The CMA would like to draw the attention of all companies listed in the Exchange and the units subject to the supervision of the Central Bank of Kuwait to the importance of implementing Article (1-11-4) of Module Twelve (Listing Rules) of the Executive Bylaws of the CMA of the nomination and election of Members of the Board of Directors, which stipulates:
“Without prejudice to the provisions of Module Five (Securities Activities and Registered Persons), Module Ten (Disclosure and Transparency), Module Fifteen (Corporate Governance), and the Companies Law and its Executive Bylaws, the Listed Company shall comply with the following conditions for the nomination and election of Members of the Board of Directors:
1. The company shall publish an announcement on the company’s and the Exchange’s websites inviting persons interested in running for Board membership, provided that the nomination period shall be open for at least one month from the announcement date.
2. The company shall disclose at the Exchange the names of the Board of Directors nominees recommended by the nominations and remunerations committee at the company to present their names to the general assembly in accordance with the form included in Appendix 14 of Module Ten (Disclosure and Transparency) of the Executive Bylaws.
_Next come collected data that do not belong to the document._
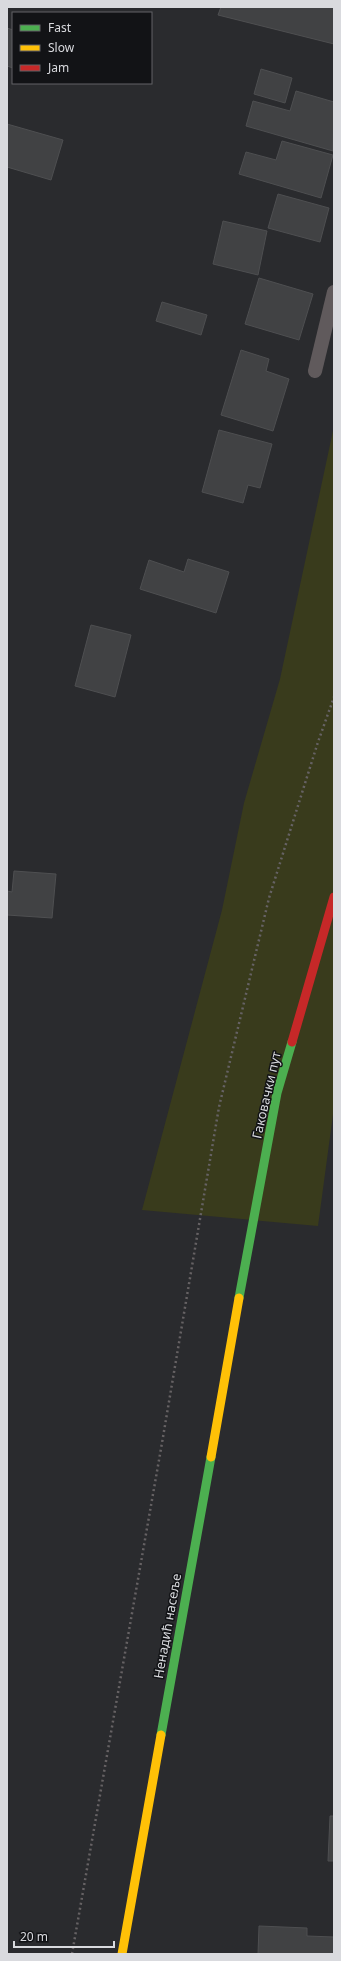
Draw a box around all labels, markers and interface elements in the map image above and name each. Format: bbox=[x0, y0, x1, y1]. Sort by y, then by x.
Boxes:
legend bbox=[12, 12, 152, 84]
text: Fast bbox=[48, 19, 72, 36]
text: Slow bbox=[48, 39, 75, 56]
text: Jam bbox=[47, 59, 69, 76]
street label: Гаковачки пут bbox=[247, 1050, 285, 1140]
street label: Ненадић насеље bbox=[149, 1572, 185, 1680]
scale bar bbox=[14, 1923, 114, 1949]
text: 20 m bbox=[20, 1928, 48, 1945]

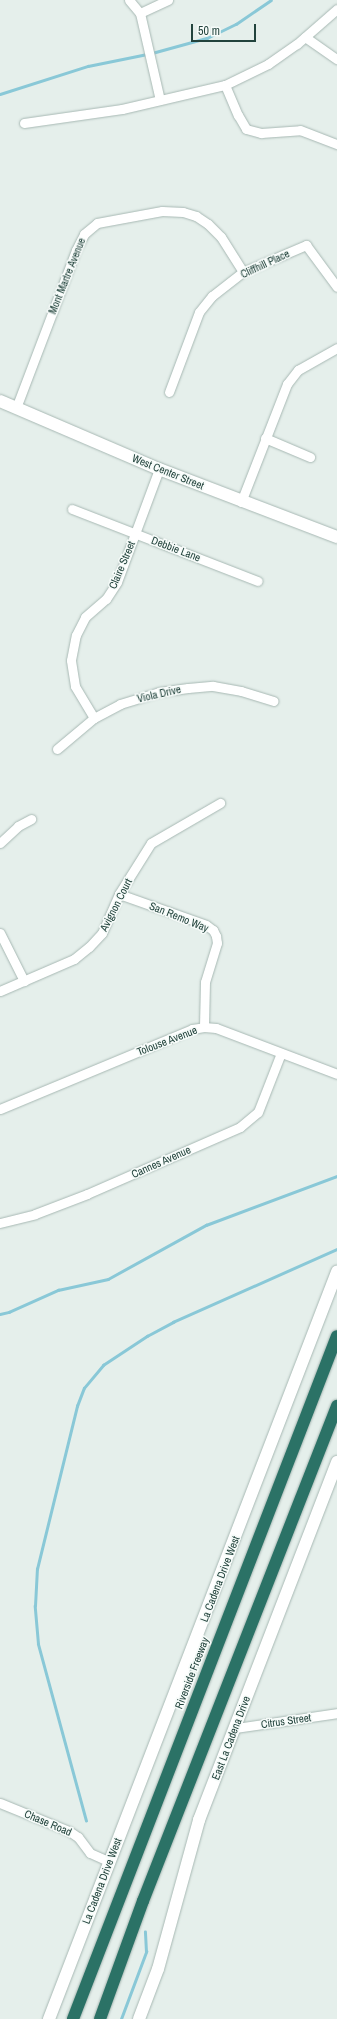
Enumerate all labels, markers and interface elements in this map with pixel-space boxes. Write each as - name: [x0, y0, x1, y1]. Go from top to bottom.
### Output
- scale bar: [193, 16, 258, 42]
- text: 50 m: [198, 23, 220, 39]
- street label: Mont Martre Avenue: [46, 236, 88, 316]
- street label: Cliffhill Place: [238, 247, 292, 281]
- street label: West Center Street: [130, 452, 206, 492]
- street label: Debbie Lane: [150, 534, 202, 564]
- street label: Claire Street: [106, 539, 138, 591]
- street label: Viola Drive: [136, 683, 182, 705]
- street label: Avignon Court: [97, 876, 135, 934]
- street label: San Remo Way: [147, 899, 211, 935]
- street label: Tolouse Avenue: [135, 1023, 199, 1059]
- street label: Cannes Avenue: [129, 1143, 193, 1181]
- street label: La Cadena Drive West: [198, 1534, 242, 1624]
- street label: Riverside Freeway: [172, 1635, 212, 1711]
- street label: East La Cadena Drive: [209, 1694, 253, 1782]
- street label: Citrus Street: [260, 1711, 312, 1731]
- street label: Chase Road: [22, 1807, 74, 1839]
- street label: La Cadena Drive West: [80, 1836, 124, 1926]

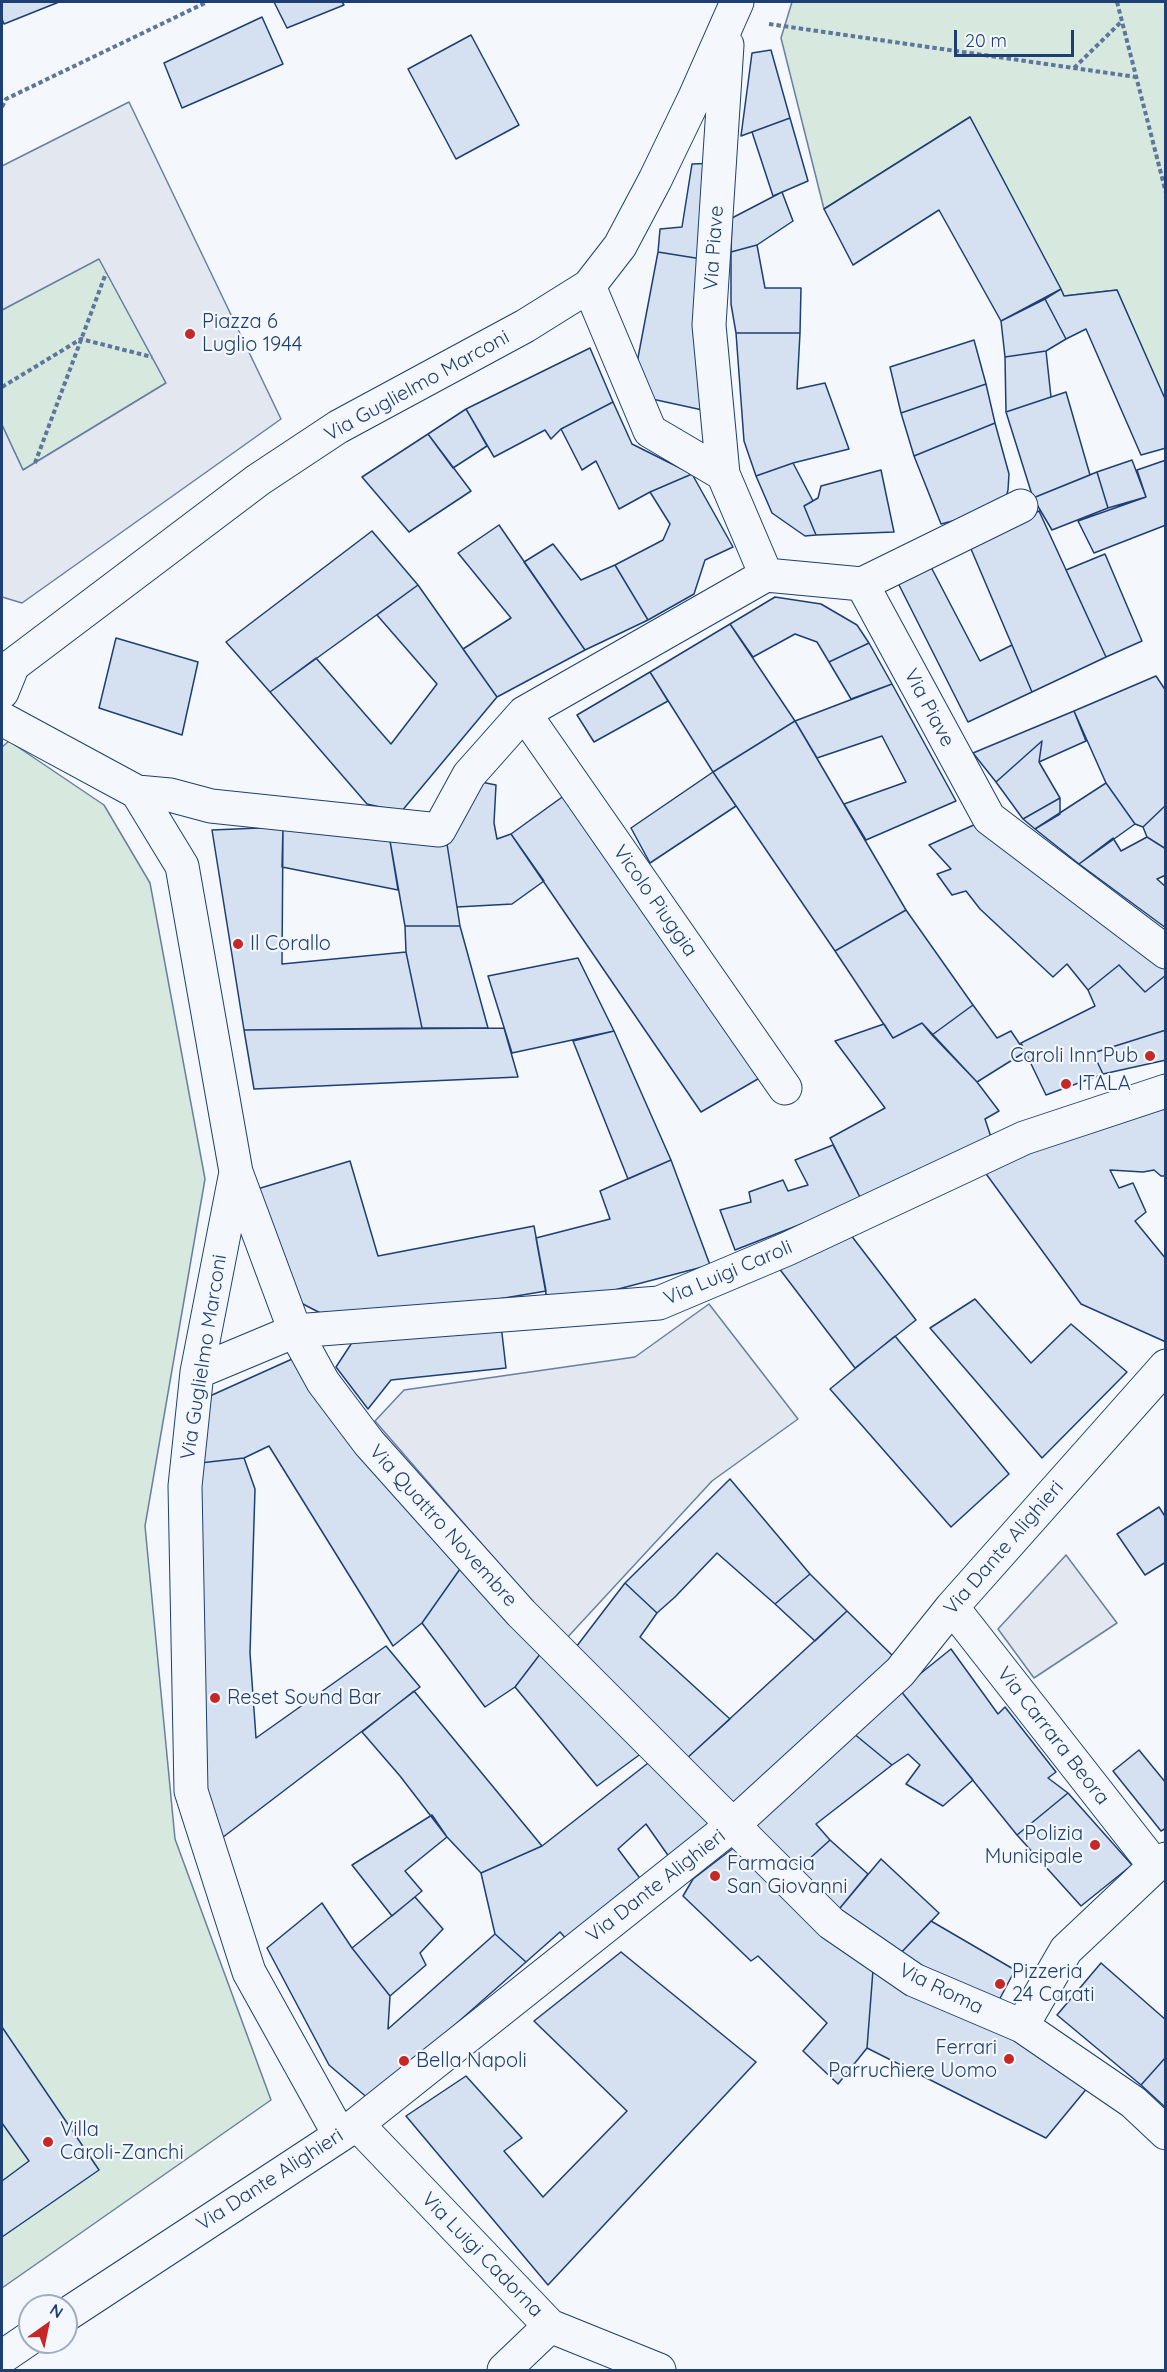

The names of the nominated members and the capacity for which they wish to be nominated (executive/ non-executive/ independent) shall be determined, and attaching a brief introduction and curriculum vitae for each candidate.
3. No member may run for the company’s Board of Directors after the period set forth in Item (1) of this Article.
The Units Subject to the Supervision of the Central Bank shall comply with the regulations and instructions stipulated in the Laws issued by the Central Bank.”
Accordingly, the CMA would like to draw the attention of the following entities to the necessity of implementing the following:
• Listed Unlicensed Companies, and the Units Subject to the Supervision of the Central Bank:
All listed unlicensed companies and the units subject to the supervision of the Central Bank shall comply with the period determined for nomination and invitation of persons interested in running for Board membership in accordance with Item (1) of the Article mentioned above upon the announcement of opening nomination for Board membership.
The units subject to the supervision of the Central Bank of Kuwait and the listed unlicensed companies that have announced (before the publication of this circular) the period determined for nomination contrary to the mentioned Item shall continue its procedures according to their announcement in the invitation for nomination of the Board membership, provided that they shall comply with this Circular in the future.
• Listed Licensed Companies:
The listed companies that are licensed to practice securities activity shall comply with the period determined for nomination and invitation of persons interested in running for Board membership in accordance with the provisions of Module Five (Securities Activities and Registered Persons) of the Executive Bylas of the CMA.
The listed licensed companies that have announced (before the publication of this circular) the period determined for nomination contrary to mentioned Module shall continue its procedures according to their announcement in the invitation for nomination of the Board membership, provided that they shall comply with this Circular in the future.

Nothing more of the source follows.